Jeudi à Sainte-Anne-de-Beaupré, Solange et Élisabeth Vollant chanteront un cantique en innu, comme elles le font régulièrement dans le cadre de la neuvaine de la Sainte-Anne. Mais cette fois, elles chanteront en présence du pape.

« C’est un moment très important pour nous, dit Solange Vollant, qui est de Pessamit. Une autre de mes sœurs est une survivante des pensionnats. Ç’a été difficile pour elle. On nous a donné trois cantiques à répéter. »

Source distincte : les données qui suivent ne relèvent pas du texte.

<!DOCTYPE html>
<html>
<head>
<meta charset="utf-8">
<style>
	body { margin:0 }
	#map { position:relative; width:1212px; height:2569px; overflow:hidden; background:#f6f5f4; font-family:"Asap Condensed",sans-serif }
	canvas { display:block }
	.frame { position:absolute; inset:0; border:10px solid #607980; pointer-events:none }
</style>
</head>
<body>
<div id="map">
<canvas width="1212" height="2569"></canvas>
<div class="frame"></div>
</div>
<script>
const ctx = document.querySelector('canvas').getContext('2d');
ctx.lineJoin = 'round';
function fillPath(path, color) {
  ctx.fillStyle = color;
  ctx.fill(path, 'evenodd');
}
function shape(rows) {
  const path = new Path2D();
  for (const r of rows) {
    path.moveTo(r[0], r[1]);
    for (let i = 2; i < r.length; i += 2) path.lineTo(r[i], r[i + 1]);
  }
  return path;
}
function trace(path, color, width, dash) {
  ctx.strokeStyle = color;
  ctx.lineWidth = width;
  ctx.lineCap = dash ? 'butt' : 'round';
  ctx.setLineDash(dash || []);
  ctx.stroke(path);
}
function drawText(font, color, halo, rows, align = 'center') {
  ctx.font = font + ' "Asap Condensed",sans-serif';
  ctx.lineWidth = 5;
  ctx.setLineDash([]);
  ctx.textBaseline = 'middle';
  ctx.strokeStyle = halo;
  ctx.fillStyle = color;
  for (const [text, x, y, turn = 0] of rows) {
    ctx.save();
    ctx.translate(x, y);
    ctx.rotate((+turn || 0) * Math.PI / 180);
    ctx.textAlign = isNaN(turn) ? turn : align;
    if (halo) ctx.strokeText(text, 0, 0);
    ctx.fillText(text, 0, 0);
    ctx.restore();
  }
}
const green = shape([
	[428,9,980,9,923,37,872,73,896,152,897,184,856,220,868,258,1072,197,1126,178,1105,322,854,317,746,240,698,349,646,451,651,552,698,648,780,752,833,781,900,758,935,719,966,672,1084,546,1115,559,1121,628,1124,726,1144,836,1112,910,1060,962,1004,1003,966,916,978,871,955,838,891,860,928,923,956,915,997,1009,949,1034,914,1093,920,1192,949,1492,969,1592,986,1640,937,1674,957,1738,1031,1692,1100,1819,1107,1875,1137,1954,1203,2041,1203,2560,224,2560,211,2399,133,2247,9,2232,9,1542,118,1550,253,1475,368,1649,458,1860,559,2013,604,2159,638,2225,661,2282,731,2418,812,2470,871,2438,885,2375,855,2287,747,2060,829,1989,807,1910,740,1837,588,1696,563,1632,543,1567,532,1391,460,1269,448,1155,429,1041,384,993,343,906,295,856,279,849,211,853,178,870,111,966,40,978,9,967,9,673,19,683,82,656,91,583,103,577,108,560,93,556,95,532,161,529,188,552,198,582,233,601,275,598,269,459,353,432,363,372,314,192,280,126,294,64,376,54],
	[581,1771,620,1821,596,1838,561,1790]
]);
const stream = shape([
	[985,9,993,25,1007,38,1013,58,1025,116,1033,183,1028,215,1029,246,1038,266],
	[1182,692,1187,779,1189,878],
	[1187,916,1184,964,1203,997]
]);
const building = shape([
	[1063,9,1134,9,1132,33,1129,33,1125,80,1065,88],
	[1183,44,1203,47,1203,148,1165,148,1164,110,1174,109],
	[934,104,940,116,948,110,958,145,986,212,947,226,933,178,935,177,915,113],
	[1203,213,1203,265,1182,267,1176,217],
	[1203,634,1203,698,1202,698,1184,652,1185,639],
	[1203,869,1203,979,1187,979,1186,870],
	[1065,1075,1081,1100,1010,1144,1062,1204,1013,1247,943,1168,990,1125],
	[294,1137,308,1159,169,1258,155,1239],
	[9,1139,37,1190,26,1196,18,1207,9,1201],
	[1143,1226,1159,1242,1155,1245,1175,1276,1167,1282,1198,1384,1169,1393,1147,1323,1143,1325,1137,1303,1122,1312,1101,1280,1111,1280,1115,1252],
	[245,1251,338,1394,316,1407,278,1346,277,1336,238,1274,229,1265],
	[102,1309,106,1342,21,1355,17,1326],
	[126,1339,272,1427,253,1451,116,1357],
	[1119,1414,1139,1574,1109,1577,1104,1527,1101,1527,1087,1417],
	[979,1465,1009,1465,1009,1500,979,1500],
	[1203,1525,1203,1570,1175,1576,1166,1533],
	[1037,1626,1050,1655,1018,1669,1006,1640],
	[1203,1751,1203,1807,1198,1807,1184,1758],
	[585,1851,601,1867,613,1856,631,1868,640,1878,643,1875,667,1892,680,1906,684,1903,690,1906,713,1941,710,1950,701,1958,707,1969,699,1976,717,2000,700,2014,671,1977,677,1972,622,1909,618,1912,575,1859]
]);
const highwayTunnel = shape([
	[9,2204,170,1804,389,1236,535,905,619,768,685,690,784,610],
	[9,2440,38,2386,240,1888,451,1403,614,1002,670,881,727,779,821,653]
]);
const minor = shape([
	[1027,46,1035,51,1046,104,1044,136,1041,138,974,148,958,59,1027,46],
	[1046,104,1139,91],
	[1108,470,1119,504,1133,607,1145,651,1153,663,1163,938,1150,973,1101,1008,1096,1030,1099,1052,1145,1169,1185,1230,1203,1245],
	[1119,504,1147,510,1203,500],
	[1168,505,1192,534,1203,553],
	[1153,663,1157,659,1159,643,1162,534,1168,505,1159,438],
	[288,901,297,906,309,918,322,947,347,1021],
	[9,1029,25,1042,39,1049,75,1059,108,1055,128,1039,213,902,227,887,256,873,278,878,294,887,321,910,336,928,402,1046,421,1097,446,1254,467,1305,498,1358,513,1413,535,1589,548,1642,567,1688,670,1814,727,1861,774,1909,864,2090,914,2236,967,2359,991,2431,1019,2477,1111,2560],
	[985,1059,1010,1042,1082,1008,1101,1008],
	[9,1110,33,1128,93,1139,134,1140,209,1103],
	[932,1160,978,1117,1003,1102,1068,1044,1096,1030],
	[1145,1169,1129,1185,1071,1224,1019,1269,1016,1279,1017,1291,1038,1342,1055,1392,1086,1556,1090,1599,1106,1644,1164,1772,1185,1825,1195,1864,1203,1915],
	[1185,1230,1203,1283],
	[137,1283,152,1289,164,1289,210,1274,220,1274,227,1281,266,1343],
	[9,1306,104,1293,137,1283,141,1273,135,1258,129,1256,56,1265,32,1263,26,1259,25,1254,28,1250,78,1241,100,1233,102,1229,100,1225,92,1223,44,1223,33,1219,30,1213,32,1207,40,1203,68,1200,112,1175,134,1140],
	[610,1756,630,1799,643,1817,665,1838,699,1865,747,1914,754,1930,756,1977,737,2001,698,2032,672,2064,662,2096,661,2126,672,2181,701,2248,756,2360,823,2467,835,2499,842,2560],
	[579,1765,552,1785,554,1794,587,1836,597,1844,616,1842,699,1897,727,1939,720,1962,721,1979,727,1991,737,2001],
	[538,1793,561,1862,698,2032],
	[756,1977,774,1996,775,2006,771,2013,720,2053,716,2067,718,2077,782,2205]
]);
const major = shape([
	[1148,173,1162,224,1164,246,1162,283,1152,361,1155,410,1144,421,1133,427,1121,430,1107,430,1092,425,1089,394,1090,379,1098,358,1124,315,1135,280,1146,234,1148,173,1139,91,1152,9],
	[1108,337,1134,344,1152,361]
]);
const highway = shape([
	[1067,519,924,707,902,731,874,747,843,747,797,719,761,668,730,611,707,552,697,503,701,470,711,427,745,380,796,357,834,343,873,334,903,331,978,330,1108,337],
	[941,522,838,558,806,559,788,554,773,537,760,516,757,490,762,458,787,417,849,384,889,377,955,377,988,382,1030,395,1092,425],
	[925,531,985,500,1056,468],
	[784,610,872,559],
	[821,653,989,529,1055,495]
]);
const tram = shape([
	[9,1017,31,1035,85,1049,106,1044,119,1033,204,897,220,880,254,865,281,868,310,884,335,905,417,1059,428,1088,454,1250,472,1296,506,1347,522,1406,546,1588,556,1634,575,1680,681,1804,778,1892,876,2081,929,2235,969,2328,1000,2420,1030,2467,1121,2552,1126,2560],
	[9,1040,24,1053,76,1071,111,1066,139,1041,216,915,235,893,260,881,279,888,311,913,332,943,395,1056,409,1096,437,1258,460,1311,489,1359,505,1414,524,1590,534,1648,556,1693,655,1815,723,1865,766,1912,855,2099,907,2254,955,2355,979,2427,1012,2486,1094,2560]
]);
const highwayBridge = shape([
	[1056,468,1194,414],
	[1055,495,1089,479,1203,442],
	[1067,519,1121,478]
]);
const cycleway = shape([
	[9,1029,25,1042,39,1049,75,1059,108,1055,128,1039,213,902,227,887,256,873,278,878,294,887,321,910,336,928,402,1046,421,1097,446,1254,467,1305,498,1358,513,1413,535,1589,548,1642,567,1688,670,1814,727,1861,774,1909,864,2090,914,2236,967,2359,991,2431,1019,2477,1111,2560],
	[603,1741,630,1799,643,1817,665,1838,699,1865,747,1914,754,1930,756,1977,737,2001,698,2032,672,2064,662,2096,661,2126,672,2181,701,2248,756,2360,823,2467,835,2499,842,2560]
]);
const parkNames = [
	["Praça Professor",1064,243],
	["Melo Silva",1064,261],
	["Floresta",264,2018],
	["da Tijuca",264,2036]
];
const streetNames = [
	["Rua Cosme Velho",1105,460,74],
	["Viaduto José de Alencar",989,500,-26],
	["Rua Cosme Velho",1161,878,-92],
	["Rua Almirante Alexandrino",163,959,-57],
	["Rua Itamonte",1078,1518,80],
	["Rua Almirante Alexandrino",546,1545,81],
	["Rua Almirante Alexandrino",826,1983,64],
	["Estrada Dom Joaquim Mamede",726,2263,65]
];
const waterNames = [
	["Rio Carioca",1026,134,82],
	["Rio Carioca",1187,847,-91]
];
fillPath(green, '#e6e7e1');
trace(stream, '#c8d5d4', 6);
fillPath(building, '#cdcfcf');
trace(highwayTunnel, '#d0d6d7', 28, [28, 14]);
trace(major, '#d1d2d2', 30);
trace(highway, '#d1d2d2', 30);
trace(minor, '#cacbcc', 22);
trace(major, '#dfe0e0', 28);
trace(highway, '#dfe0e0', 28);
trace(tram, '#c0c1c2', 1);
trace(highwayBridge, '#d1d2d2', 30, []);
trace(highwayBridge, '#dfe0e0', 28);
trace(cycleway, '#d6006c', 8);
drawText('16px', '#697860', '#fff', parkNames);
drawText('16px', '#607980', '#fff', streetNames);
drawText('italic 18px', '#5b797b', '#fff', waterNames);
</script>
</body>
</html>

La messe de jeudi sera une « liturgie de réconciliation », selon le responsable national des messes de la visite papale, le prêtre Christino Bouvette, d’Edmonton, qui est d’origine crie. « C’est une liturgie courante, conçue pour reconnaître les fautes et demander pardon », dit le père Bouvette.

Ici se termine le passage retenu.